The single European currency remains between the 1.09 - 1.0950 levels in a calm trading environment trying to digest the latest bullish move during yesterday where the exchange rate climbed to new 4-month highs.

With nothing major on the agenda, the European currency has maintained the mild momentum of recent days even though signs of fatigue have already appeared on the table, while awaiting today's European Central Bank meeting, many investors would prefer to remain on hold.

No surprises are expected in today's meeting and the most likely scenario is for interest rates to remain unchanged with all interest focused on President Lagarde's speech and her comments on the European Central Bank's next thoughts on the level of interest rates and inflation in the Εurozone.

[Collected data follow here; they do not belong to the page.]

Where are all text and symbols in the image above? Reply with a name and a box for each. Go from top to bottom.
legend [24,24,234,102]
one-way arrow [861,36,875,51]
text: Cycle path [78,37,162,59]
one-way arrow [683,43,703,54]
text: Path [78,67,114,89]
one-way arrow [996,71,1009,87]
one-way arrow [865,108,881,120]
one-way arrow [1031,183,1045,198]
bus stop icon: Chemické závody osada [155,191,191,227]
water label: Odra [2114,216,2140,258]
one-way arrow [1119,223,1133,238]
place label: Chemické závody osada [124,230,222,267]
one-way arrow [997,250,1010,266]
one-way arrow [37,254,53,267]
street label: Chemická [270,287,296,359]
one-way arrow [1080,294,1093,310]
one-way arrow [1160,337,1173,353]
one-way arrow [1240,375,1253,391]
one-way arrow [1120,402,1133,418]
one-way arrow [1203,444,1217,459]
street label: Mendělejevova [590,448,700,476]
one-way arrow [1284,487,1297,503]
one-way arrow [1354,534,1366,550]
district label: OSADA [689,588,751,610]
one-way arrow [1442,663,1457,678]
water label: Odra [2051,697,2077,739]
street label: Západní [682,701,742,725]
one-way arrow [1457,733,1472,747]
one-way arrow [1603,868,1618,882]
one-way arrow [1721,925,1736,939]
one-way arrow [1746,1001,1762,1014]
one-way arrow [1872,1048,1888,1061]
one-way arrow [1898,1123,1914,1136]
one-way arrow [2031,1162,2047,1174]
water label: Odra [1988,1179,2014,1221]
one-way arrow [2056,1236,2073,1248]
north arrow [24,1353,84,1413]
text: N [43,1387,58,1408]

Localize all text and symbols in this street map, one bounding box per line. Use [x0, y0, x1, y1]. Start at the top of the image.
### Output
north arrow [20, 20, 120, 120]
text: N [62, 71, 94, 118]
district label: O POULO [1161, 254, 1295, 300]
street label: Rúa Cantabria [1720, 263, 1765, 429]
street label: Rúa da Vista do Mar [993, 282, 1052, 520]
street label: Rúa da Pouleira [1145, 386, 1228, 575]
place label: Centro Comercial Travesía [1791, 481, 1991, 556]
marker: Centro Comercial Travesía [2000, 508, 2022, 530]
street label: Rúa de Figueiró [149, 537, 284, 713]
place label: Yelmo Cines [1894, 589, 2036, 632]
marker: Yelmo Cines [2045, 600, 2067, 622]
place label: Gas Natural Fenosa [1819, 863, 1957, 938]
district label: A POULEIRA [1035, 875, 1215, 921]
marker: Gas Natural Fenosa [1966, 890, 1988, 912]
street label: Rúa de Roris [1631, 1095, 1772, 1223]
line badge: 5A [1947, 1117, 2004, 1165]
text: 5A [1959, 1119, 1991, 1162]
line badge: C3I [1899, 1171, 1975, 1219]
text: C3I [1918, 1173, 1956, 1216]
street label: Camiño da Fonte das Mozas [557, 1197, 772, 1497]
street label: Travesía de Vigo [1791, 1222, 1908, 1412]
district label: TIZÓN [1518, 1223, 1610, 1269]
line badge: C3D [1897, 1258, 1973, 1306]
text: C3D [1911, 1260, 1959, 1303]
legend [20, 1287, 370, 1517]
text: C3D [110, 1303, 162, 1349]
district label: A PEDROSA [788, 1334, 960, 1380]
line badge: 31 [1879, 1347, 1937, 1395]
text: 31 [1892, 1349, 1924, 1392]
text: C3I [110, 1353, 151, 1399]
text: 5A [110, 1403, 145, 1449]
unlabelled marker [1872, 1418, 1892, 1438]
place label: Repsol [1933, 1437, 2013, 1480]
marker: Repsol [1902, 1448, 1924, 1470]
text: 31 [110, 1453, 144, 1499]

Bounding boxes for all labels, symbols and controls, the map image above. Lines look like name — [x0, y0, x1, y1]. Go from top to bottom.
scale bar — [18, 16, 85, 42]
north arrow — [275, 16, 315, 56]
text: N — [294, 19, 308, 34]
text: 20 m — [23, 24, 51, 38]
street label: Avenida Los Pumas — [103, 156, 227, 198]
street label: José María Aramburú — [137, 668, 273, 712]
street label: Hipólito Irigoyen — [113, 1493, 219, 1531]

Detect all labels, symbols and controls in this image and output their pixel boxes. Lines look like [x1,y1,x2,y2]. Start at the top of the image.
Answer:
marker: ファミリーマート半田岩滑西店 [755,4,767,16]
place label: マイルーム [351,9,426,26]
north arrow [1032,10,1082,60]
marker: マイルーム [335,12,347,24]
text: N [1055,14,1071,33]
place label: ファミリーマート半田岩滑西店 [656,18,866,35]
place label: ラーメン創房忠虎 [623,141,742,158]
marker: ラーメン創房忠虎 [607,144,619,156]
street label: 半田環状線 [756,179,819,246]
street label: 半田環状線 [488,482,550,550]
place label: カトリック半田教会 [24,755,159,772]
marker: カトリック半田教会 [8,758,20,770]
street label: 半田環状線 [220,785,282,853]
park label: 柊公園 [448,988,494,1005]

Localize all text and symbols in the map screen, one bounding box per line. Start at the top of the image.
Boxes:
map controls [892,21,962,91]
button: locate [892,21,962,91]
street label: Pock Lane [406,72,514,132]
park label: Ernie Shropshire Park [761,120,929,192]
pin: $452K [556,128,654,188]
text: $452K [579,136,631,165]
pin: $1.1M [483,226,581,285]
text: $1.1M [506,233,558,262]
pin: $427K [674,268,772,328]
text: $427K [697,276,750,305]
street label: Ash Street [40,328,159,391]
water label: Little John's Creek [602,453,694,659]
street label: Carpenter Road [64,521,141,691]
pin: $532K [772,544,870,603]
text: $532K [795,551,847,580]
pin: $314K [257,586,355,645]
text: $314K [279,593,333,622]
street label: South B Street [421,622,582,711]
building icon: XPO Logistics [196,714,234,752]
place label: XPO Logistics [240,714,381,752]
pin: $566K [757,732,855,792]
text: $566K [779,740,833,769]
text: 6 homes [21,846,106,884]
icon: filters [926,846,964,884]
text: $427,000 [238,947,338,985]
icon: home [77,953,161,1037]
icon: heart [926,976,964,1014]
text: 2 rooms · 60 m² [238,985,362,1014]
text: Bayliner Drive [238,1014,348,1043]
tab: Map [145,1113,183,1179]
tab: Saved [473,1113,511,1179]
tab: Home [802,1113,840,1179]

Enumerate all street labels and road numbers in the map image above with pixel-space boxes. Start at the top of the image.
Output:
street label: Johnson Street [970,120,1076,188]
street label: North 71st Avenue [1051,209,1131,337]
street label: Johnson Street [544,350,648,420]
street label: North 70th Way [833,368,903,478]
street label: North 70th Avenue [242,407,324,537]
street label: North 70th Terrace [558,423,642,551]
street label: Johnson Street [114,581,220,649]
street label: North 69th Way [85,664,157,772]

For now, bets remain high on the possibility of the European Central Bank making two more key interest rate cuts by the end of the year.

The landscape remains murkier on the US Central Bank side where several different views remain in play for scenarios ranging from only a single rate cut to the possibility - albeit limited - of three rate cuts by end of the year.

These bets have affected the US dollar in the last period and although it continues to sit at higher yields, the prospect of these yields remaining or even widening in relation to the euro has begun to be questioned.

Otherwise, the general picture of the market does not show significant differences and although the European currency maintained for one more day the mild upward momentum my doubts about the easy breakdown of the 1,10 level but mainly it remains.

Apart from the ECB meeting today's agenda is relatively uneventful with weekly US jobless claims being the only standout.

For now I remain on hold while maintaining a possible buy view on  US currency above the 1,10 level.